Au moment où le Conseil de sécurité s’apprête à examiner la proposition de Ban Ki-moon au sujet du Sahara, l’Espagne approuve le renouvellement du mandat de la Minurso, mais évite de se prononcer sur la question des droits de l’homme. On pourrait y voir un soutien à demi-mot au Maroc. Détails.

Le gouvernement espagnol dit avoir « pris note » du contenu du rapport de Ban Ki-moon sur le Sahara occidental, indique un communiqué du ministère espagnol des Affaires étrangères, rapporte Europa Press. Un document dans lequel le secrétaire général de l’ONU recommande le renouvellement du mandat de la Minurso et la mise en place d’un mécanisme de surveillance des droits de l’homme « durable, indépendant et impartial »

L’Espagne n’évoque ni le « plan d’autodétermination » de l'ONU, ni le « plan d’autonomie » du Maroc

Madrid a exprimé son soutien « constant » à la position de l’ONU pour trouver une solution politique « juste et durable » au Sahara occidental. Il reconnaît également le travail accompli par la MINURSO dans la région et soutient « pleinement » le renouvellement de son mandat. Mais concernant les droits de l’homme, le gouvernement Rajoy a tout simplement reconnu « l'attitude constructive des parties et se félicite des mesures prises par les autorités marocaines dans cette affaire ».

En clair, l’Espagne joue la carte diplomatique et n’évoque clairement ni le plan d’autodétermination proposé par l’ONU, ni le plan d’autonomie du Maroc, préférant garder une certaine neutralité sur une question très importante pour son voisin marocain. Une attitude qu’il avait déjà adoptée l’an dernier. Intérêts économiques en jeu ?

Double language

Par ailleurs, ce manque de clarté laisse planer le doute sur la réelle position de Madrid. Surtout qu'à en croire la presse algérienne, le ministre espagnol des Affaires étrangères José Manuel Garcia-Margallo - en visite à Alger le week-end dernier - aurait affirmé : « La position de l’Espagne concernant le problème du Sahara occidental est connue. Pour nous, c’est une question de décolonisation qui doit être réglée dans le cadre des Nations unies et à travers des négociations entre les deux parties (Maroc et Front Polisario, ndlr) ». 

Le Maroc se veut ferme

De toutes les façons, en entamant dès demain l’examen du rapport de Ban Ki-moon, le Conseil de sécurité a pleine connaissance de la position du Maroc. En effet, dans une conversation téléphonique avec le SG de l’ONU le week-end dernier, le roi Mohammed VI s’est montré assez ferme. Il a demandé à l’Organisation d’éviter les « approches partiales », avertissant que tout écart du cadre et des modalités actuelles de l’implication de l’Instance internationale le dossier du Sahara « serait fatal » pour le processus de négociations en cours.

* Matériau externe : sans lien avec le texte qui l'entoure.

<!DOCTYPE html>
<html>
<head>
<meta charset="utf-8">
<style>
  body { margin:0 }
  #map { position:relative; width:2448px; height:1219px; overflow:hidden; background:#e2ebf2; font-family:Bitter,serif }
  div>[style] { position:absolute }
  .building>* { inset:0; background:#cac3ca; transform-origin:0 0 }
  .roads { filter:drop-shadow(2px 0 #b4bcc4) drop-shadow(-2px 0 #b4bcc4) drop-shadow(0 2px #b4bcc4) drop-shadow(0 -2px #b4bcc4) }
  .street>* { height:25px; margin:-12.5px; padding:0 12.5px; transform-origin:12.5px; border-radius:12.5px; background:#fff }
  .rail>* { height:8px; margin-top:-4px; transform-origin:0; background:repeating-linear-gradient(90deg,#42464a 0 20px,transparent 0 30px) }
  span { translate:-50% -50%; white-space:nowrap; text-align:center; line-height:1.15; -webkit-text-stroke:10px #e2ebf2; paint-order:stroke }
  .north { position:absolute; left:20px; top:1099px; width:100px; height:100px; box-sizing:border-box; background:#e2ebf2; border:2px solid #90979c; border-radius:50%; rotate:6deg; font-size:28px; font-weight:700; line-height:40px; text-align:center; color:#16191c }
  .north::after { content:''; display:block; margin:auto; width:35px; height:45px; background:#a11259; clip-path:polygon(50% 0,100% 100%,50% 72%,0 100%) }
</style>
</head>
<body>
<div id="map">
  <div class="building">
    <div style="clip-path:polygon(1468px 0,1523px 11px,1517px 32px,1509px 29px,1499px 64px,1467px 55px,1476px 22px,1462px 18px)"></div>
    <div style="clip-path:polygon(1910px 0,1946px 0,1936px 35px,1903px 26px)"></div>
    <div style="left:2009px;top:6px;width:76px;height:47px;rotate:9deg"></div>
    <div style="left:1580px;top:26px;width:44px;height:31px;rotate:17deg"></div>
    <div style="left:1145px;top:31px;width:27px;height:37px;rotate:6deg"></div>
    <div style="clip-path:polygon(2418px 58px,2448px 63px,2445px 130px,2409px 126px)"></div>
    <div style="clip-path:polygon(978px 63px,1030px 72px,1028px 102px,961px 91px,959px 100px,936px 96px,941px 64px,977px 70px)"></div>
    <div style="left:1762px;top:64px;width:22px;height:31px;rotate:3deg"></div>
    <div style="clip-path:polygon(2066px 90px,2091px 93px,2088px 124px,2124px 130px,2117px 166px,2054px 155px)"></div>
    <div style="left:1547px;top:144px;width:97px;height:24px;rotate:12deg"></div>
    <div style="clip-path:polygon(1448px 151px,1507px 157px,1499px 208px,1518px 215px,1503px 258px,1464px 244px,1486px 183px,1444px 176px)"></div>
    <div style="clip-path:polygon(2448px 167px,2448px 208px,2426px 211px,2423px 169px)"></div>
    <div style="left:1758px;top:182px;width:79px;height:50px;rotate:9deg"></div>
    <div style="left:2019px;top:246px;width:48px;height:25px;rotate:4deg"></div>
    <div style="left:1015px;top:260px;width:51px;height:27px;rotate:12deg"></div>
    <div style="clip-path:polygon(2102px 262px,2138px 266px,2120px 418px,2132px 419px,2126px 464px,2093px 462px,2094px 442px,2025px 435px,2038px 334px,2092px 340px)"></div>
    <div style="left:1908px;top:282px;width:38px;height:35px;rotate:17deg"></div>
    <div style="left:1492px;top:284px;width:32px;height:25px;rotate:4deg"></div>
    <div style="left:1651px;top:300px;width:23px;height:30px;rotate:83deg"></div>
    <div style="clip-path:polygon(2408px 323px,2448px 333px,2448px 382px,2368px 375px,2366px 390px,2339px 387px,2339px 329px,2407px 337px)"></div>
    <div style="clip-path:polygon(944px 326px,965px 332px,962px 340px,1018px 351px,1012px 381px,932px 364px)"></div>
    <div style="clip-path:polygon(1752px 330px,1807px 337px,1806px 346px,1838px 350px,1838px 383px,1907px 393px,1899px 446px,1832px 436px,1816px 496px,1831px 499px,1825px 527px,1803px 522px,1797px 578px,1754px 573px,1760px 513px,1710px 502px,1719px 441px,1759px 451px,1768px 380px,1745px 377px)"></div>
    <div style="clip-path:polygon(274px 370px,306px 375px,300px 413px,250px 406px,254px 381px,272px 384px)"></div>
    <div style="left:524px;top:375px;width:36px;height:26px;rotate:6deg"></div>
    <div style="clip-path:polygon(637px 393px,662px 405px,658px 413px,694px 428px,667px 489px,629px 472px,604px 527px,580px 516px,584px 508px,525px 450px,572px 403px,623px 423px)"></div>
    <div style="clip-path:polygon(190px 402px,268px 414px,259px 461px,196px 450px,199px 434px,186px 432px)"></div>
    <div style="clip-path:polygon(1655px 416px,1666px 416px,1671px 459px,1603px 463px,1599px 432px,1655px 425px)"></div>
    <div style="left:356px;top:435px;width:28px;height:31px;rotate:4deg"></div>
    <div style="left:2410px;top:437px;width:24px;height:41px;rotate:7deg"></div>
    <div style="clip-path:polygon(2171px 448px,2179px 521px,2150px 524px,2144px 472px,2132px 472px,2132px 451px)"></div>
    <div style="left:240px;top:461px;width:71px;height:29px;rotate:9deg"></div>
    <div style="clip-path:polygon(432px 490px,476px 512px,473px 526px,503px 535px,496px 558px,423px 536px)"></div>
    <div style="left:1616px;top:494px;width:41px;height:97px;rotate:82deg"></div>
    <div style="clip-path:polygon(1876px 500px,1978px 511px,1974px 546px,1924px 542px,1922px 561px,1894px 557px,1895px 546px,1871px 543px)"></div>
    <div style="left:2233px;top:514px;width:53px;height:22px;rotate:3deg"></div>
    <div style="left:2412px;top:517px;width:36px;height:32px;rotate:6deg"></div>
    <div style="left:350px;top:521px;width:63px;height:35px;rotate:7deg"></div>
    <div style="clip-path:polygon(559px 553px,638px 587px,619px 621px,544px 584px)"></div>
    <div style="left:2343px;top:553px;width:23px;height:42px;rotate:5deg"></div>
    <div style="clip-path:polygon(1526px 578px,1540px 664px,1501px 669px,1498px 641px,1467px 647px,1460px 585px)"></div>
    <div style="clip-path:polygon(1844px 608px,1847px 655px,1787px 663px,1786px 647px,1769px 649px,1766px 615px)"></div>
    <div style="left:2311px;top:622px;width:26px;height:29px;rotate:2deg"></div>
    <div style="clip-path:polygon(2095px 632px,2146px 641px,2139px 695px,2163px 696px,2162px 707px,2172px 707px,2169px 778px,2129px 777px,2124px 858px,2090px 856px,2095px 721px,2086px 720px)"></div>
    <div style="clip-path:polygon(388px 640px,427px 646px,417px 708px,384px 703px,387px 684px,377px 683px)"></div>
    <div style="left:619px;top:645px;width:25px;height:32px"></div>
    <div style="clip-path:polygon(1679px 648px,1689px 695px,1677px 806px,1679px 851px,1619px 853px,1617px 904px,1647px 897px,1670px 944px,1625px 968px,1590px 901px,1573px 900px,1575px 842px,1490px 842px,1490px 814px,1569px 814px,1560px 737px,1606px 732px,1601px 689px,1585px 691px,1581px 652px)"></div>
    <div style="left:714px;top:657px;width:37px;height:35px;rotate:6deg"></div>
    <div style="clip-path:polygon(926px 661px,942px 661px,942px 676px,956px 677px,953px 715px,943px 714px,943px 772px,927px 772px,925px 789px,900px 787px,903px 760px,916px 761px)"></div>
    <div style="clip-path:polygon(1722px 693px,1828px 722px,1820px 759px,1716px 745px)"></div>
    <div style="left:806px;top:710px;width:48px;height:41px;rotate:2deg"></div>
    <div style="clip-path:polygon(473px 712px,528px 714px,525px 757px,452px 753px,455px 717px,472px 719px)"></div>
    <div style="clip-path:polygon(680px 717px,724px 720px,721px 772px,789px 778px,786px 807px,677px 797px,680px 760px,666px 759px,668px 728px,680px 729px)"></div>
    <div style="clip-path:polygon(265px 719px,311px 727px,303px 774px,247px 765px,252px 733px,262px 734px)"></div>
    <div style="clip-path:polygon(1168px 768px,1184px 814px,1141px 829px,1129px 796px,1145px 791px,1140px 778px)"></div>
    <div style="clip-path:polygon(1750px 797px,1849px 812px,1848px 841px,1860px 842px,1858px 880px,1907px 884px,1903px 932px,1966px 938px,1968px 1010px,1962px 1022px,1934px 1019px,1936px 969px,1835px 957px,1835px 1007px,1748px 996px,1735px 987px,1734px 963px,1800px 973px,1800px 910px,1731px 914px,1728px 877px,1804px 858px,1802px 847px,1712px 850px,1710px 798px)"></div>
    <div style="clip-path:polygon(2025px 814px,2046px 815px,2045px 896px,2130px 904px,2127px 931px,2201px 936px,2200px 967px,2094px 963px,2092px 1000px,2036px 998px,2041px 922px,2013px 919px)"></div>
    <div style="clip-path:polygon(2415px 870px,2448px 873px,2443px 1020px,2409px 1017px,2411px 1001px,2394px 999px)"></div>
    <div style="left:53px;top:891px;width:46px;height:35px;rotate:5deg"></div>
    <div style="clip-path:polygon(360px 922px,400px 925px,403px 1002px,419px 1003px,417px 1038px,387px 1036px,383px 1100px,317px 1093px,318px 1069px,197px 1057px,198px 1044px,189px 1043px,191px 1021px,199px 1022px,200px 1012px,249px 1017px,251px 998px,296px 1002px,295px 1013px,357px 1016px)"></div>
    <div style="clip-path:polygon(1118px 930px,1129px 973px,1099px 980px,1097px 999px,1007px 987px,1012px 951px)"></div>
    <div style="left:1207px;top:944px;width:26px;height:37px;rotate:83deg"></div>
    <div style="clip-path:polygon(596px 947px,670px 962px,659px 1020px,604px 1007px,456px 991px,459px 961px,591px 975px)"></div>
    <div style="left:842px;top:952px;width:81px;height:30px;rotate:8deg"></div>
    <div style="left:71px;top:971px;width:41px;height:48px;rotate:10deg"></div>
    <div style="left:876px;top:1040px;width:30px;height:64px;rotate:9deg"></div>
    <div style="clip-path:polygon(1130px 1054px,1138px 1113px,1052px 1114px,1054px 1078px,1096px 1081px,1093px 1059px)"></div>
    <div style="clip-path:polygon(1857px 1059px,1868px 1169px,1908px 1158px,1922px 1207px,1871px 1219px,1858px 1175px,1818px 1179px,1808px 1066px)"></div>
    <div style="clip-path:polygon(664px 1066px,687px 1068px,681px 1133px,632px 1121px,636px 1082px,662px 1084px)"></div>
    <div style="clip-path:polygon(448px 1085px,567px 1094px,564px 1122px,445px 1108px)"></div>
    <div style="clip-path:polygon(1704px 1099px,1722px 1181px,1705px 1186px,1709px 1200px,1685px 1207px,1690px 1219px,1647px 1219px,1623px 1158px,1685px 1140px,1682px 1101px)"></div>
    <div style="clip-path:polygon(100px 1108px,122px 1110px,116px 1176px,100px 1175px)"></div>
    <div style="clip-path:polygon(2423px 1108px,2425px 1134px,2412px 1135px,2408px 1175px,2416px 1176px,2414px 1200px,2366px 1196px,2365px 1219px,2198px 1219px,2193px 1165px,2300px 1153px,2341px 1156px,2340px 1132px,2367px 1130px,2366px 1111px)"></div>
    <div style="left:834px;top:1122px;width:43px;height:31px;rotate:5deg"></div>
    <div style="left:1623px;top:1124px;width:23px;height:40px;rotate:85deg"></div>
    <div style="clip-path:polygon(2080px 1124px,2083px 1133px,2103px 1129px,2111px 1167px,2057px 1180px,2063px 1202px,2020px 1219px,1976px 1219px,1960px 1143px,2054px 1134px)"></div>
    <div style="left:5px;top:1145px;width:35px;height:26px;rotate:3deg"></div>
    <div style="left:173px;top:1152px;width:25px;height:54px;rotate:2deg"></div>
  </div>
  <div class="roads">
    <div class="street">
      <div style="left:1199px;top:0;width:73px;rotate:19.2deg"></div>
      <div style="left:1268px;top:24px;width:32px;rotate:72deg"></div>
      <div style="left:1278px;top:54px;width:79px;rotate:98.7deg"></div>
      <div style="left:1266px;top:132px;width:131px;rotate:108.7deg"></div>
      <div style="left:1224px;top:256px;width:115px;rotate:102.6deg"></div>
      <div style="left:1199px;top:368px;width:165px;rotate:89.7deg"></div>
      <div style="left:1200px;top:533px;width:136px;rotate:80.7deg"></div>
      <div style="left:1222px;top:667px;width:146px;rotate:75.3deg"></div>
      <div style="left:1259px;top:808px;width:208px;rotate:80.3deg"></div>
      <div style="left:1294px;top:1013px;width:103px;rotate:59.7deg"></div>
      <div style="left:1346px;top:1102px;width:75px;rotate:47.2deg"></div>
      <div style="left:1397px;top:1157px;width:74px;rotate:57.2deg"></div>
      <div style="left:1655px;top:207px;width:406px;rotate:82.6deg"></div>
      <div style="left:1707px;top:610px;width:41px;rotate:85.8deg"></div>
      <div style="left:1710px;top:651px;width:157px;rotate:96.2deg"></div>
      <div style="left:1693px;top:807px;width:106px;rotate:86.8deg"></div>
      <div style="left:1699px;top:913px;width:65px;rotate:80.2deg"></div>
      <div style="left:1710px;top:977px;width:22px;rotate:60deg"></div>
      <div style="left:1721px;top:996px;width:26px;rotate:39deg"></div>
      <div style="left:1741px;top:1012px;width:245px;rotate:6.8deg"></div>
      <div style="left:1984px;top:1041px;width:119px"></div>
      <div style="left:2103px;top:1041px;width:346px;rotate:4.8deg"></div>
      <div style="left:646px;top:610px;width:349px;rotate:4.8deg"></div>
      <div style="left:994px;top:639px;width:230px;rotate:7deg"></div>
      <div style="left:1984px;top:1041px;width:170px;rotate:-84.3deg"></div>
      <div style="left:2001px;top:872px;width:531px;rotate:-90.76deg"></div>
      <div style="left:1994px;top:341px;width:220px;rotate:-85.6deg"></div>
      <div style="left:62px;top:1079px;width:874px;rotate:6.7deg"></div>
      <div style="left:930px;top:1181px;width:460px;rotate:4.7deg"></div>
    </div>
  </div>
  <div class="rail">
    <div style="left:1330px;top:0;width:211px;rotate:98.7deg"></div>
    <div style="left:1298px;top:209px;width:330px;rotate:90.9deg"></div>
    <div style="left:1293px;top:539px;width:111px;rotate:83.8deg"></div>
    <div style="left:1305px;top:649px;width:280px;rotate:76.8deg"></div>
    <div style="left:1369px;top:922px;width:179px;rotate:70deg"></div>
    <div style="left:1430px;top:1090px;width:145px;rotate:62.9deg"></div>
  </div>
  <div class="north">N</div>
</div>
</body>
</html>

Tenant à éviter le pire, Rabat a dépêché à New York le président du CNDH, Driss El Yazami et le délégué interministériel des droits de l’homme, Majoub El Hiba. Sur place, ils ont une nouvelle fois fait l’écho du roi auprès des représentants des membres du Conseil de sécurité.

Selon les révélations de Médias 24 citant « différentes sources bien informées », le roi Mohammed VI prépare actuellement une visite privée « imminente » à Dakhla. Le fait que cela coïncide avec l’examen du rapport du secrétaire général de l’ONU fait penser que le Maroc veut davantage marquer sa position sur les questions liées au Sahara. Actuellement, le Maroc a le soutien des Etats-Unis qui se sont clairement montrés favorables au plan d’autonomie proposé par Rabat. Il est vrai que la France ne s’est pas encore prononcée sur ce dossier cette année, mais l’an dernier on se souvient qu’elle ne s’était pas montrée très active pour défendre les positions marocaines, au contraire de l’Espagne.